This repository contains files to produce images that crawl various dataset repositories to harvest their metadata.
Along with these also contain a BioThings Hub, which is used to ingest crawled data, a BioThings Studio WebApp which simplifies using the Hub, and a Docker Compose file that orchestrates multiple containers.
The crawler containers and the Hub exchange data by using a shared Docker
volume. Each crawler stores the metadata for a given source at
/data/<name_of_source>_crawled/data.ndjson
inside its container. Along with
data.ndjson
should be release.txt
which stores date and time of the start
of the metadata harvest, in ISO-8601 format.
When updating, the two files MUST not be overwritten. It should instead write to temporary files and then rename the files when done. There are two reasons for this. One, it makes sure that updates are atomic, either it fully succeeds or not. Two, the Hub Dumper uses hard links to duplicate the data for uploading so that file operations are fast and do not occupy unnecessary disk space, overwriting the files will cause the data to be overwritten in the hub dumped data archive.

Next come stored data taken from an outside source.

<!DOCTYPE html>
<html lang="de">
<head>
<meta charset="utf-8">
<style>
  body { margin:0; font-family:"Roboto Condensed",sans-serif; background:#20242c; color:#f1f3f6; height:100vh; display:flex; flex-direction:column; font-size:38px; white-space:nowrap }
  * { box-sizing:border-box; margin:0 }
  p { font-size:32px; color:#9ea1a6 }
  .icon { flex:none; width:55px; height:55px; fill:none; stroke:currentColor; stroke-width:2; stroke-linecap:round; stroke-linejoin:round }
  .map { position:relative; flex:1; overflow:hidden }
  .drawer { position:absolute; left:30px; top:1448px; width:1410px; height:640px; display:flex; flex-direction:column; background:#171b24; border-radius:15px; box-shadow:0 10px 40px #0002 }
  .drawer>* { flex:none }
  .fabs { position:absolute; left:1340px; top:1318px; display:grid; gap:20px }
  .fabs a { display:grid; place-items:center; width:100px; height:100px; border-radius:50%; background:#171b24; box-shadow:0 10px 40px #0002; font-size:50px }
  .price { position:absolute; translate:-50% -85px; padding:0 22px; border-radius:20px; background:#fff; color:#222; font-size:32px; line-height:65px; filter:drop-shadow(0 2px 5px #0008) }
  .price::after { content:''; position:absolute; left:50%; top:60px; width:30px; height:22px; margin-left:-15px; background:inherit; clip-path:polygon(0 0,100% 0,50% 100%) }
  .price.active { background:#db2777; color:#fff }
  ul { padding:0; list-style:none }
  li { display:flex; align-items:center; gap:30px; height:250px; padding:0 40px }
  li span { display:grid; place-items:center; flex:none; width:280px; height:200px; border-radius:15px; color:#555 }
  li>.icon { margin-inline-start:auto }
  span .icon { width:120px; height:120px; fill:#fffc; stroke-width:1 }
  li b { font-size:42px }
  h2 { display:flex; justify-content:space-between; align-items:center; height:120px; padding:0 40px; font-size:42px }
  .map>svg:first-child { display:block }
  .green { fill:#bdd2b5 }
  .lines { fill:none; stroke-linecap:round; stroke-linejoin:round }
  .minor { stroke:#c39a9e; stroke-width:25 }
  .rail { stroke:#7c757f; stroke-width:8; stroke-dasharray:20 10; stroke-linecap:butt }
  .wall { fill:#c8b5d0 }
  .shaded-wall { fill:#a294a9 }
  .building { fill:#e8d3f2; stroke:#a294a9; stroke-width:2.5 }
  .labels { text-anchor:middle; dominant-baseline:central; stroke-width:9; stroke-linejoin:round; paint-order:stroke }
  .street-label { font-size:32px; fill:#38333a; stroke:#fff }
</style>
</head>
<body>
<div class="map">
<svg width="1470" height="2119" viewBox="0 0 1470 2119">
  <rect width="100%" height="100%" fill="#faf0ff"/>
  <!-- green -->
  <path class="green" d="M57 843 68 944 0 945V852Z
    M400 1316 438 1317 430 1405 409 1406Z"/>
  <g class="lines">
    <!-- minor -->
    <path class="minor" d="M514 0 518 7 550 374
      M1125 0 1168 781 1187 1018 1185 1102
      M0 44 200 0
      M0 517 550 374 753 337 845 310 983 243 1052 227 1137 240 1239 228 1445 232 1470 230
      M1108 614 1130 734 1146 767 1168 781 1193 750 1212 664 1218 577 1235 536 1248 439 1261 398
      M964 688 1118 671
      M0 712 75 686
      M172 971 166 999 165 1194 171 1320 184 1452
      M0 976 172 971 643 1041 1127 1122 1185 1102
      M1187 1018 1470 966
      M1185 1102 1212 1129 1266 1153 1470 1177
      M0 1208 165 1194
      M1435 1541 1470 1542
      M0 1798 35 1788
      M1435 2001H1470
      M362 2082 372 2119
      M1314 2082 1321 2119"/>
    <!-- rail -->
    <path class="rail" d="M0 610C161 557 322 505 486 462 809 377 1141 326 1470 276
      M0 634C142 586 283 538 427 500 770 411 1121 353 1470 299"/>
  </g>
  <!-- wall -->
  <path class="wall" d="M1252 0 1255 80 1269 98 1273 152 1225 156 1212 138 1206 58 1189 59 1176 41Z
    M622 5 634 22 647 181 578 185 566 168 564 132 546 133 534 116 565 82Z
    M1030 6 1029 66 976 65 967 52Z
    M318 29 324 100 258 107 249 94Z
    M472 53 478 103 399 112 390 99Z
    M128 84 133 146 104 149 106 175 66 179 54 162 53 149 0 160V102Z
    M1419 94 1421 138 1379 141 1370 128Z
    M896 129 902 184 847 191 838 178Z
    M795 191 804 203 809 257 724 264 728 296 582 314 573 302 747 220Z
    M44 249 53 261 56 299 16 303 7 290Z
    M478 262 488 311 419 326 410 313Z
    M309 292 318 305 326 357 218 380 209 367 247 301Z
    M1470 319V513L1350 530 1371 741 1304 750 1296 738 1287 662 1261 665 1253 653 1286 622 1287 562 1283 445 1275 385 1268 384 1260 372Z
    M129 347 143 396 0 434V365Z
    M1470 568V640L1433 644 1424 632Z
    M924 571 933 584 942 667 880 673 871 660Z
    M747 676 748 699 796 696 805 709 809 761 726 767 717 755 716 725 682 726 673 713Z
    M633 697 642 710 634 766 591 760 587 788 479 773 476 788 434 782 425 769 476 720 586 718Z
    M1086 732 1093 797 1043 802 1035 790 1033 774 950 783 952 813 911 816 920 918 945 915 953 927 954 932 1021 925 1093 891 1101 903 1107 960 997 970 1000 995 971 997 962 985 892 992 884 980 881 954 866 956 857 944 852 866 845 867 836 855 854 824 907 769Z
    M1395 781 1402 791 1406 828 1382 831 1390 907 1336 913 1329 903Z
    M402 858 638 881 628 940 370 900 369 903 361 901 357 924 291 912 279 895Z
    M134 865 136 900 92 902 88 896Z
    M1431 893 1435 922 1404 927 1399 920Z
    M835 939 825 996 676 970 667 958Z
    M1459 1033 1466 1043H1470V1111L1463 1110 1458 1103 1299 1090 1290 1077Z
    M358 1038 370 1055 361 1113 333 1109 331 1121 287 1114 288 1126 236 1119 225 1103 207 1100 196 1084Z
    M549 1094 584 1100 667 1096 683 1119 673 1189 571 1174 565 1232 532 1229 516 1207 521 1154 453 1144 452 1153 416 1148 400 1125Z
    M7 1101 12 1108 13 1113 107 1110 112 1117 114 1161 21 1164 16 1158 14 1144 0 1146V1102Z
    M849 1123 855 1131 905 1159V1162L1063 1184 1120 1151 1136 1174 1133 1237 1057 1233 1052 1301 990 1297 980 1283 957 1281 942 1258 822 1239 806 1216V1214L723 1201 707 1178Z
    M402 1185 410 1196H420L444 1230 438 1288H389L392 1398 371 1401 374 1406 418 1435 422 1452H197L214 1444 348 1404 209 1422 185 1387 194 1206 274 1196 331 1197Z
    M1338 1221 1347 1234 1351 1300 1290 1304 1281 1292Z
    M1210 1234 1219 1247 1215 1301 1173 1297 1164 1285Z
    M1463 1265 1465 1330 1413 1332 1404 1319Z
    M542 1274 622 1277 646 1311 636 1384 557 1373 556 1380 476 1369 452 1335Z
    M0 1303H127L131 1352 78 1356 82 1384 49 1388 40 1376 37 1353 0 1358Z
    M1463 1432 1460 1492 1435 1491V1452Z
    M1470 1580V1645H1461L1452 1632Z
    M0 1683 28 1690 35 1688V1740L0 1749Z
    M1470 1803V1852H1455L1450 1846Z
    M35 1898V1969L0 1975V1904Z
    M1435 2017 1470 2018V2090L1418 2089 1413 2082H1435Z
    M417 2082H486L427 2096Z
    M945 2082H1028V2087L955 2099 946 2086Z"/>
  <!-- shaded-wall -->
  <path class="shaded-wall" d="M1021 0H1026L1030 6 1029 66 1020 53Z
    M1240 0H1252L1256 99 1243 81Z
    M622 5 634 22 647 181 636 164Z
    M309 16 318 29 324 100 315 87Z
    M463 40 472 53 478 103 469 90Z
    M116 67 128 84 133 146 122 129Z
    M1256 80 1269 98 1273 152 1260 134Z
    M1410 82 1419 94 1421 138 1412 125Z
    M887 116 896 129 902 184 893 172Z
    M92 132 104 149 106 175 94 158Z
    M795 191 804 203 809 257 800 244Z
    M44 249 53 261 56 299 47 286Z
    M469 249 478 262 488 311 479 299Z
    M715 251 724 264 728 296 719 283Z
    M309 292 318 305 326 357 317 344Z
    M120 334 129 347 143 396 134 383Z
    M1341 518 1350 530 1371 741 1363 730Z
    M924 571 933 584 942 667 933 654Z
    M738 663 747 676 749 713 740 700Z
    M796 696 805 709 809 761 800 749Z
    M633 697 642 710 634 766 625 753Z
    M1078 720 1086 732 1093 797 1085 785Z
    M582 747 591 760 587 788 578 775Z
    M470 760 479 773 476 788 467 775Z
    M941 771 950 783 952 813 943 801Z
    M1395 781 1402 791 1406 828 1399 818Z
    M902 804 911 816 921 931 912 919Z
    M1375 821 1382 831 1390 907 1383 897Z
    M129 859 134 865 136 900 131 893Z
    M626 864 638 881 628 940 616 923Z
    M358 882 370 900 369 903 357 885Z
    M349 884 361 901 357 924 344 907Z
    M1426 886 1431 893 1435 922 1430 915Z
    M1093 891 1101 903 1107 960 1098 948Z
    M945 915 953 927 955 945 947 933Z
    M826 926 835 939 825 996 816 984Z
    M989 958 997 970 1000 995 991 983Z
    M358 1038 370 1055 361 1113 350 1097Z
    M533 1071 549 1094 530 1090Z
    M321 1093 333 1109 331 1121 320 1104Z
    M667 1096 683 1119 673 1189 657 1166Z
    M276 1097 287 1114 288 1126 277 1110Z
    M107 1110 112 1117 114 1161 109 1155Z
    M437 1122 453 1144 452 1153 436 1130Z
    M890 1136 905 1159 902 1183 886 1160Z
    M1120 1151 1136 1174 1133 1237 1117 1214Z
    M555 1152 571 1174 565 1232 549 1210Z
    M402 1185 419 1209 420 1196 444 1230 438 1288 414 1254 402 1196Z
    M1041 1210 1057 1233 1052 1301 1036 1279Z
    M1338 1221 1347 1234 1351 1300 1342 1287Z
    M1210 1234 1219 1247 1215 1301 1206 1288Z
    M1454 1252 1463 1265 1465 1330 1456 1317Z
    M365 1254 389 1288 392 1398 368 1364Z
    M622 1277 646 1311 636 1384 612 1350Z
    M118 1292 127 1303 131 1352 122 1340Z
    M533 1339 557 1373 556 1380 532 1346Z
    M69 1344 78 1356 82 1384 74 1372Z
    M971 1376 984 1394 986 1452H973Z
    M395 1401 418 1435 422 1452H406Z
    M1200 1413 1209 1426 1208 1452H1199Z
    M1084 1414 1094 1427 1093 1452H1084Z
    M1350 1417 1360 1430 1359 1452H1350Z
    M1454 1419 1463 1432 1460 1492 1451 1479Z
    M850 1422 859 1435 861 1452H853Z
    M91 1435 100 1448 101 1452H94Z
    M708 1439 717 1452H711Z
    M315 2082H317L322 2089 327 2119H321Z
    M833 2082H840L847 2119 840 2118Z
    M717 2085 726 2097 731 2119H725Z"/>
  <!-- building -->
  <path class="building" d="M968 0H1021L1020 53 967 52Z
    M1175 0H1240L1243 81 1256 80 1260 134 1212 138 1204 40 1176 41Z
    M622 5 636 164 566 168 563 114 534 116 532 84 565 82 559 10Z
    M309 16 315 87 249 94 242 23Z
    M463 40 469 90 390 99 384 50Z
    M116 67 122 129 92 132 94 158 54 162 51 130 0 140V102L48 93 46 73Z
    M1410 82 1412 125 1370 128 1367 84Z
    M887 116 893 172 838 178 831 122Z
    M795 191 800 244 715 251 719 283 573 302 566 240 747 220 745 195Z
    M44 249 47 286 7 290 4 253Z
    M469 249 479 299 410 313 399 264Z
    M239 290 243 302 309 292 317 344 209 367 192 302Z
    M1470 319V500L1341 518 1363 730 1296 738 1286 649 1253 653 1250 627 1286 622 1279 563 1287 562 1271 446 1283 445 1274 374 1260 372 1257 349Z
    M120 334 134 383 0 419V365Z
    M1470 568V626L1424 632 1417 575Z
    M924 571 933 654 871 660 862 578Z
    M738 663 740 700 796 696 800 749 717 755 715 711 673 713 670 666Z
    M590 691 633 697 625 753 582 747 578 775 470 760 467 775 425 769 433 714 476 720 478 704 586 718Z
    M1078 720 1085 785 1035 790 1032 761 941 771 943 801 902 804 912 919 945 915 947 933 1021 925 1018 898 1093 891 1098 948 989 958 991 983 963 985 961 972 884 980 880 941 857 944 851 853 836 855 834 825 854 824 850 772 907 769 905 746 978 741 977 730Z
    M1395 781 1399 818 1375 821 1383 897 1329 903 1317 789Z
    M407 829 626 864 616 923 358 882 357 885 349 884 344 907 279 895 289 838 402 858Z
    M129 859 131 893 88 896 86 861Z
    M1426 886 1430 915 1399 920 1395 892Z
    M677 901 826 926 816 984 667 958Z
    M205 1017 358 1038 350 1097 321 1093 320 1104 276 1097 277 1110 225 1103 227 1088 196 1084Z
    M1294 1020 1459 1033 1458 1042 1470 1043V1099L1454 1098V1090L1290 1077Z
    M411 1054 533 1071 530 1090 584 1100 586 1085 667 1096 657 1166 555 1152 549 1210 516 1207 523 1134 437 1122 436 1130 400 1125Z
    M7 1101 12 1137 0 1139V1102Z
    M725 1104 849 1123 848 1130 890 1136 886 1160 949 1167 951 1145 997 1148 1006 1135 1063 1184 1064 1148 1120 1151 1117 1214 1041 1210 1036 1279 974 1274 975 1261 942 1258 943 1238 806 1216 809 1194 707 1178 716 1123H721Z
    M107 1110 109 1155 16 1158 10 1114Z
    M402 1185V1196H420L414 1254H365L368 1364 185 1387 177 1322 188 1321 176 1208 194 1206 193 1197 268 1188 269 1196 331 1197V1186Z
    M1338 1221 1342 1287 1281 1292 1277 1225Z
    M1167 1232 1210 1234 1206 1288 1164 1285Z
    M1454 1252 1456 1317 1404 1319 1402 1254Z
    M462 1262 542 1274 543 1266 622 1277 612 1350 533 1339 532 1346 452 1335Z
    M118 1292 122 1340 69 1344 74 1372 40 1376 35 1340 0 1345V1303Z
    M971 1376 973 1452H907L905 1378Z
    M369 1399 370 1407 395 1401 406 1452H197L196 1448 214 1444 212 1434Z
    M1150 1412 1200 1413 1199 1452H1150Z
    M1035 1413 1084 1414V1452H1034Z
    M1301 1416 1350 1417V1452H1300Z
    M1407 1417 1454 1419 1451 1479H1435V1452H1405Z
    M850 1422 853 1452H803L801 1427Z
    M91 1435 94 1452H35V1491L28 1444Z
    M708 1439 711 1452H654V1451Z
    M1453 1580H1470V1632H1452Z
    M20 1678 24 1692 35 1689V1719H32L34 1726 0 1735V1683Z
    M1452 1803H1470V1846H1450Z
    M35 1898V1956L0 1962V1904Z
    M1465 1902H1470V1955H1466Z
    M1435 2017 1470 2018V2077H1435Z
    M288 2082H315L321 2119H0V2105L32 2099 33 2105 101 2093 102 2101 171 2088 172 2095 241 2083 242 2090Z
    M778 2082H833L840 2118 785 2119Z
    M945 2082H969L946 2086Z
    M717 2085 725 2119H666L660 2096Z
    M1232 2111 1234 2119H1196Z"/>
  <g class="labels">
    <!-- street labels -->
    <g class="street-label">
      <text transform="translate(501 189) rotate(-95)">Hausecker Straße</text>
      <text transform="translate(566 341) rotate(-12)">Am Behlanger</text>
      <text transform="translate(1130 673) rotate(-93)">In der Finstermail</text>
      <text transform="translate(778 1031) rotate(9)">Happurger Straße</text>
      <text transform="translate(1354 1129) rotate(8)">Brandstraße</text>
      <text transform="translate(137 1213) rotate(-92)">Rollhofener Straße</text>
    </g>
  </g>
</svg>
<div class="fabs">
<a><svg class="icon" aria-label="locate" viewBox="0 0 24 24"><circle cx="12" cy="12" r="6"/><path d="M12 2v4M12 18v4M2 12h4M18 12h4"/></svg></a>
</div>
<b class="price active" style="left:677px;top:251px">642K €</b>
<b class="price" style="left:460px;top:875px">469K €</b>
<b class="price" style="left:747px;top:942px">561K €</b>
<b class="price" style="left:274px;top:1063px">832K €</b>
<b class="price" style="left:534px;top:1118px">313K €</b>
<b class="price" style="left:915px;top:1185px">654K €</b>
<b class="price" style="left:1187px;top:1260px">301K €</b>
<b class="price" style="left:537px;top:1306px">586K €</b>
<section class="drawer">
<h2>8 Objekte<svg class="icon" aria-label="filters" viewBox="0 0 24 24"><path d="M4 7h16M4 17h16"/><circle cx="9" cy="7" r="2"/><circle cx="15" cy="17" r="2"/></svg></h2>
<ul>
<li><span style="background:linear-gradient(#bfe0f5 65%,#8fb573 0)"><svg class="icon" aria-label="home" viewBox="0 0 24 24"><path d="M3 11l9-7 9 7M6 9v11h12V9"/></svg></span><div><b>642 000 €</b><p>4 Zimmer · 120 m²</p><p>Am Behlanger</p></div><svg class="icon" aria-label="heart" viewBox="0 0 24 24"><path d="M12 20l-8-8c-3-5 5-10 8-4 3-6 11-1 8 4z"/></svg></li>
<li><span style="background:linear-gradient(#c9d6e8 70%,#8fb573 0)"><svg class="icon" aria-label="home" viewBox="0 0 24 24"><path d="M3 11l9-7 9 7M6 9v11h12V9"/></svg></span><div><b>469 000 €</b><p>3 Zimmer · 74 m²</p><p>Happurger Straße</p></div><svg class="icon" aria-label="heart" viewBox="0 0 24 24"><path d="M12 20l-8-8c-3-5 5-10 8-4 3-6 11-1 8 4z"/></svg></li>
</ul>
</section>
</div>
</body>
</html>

For more details, see NDEFileSystemDumper
and the code for harvesting data
from ImmPort.
Let's use ImmPort as an example. There is a lot going on in the Dockerfile
,
but deep down, aside from copying the code, it sets up the environment specific
to ImmPort crawling, which consists of things like the Python dependencies,
Google Chrome, and Chromedriver. Then it sets up the BioThings user which is
common across all containers so it won't run into permission issues when
creating files and directories. Then it installs cron
, so that we can have
tasks run periodically.
The container starts by running cron
as its only foreground task. It reads
/etc/crontab
and crontab
file asks cron to run our shell script
run-spider.sh
on startup and also periodically (as root, explained later).
Our script starts the actual spider.py
by running the scrapy
command which
was installed as a dependency. However it does this with three twists: 1) it
obtains a lock file /crawler.lock
so that only one instance would be running
at once. 2) it redirects the standard output and standard error to that of the
PID 1 process (cron
) so that any output of our script propagates to the output
streams that Docker can see, this is done as root because cron has to be run
as root and therefore only root user can write to the output of cron
3) run
the actual scrapy spider as the biothings
user.
Our spider performs the crawling and finally produces
/data/immport_crawled/data.ndjson
and /data/immport_crawled/release.txt
.
Here /data
is a shared volume that all containers should have access to.
After a while, as the all descendants of NDEFileSystemDumper
runs every hour,
the related dumper in
biothings-hub/files/nde-hub/hub/dataload/sources/immport/dumper.py
will pick
up the change and create a hard link in the Hub's data archive directory to the
newly produced file. Then the uploader will take care of uploading it to the
MongoDB configured.
Copy over an existing source, and modify the Dockerfile
as you wish. Nothing
is strictly necessary besides setting up the correct user and permissions. But
it is recommended to keep cron
installed, and reuse docker-entrypoint.sh
.
Re-using the run-spider.sh
is also recommended, but you don't need to use
Scrapy. Write your code to do the crawling and have it save its results to
/data/<source_name>_crawled/data.ndjson
and save the UTC date and time of
at start of crawling, in ISO-8601 to /data/<source_name>_crawled/release.txt
.
Again, do not simply overwrite the files, write to temporary files and rename
them in the end. Build and test your code in a new container, and if that works,
include it in the docker-compose.yml
file.
Then add a new source under biothings-hub/files/nde-hub/hub/dataload/sources
,
create a Python package with __init__.py
, dumper.py
, and uploader.py
. Do
the usual BioThings business there. I would recommend subclassing
biothings-hub/files/nde-hub/hub/dataload/nde.NDEFileSystemDumper
and
biothings-hub/files/nde-hub/hub/dataload/nde.NDESourceUploader
so you only
need to set SRC_NAME
and name
as class variables. Import your dumper and
uploader in the newly created __init__.py
. Re-build and re-start the
biothings-hub
container with your new image. Everything should be ready.
- Due to the data transformation being incomplete. While data can be dumped and uploaded in the Hub, it cannot be indexed to Elasticsearch as it conflicts with the given mapping.
- Cron does not forward signals and does not seem to respond to signals when running as PID 1 process. It is a minor issue but the crawler does not know when it is about to get terminated, so it can't respond to it, like deleting the temporary files. There may also be a very slight chance that it was in the process of renaming the files so you get one file that is newer but the other is not. The file renaming in the Scrapy NDJSON pipeline was designed with this flaw in mind so the data file is renamed before the release information. Combined with how the NDE Dumper only updates when the release is new, this should not be an issue. However, in the long run, cruft temporary files may pile up in the crawler output directories. Just delete them if they become a problem.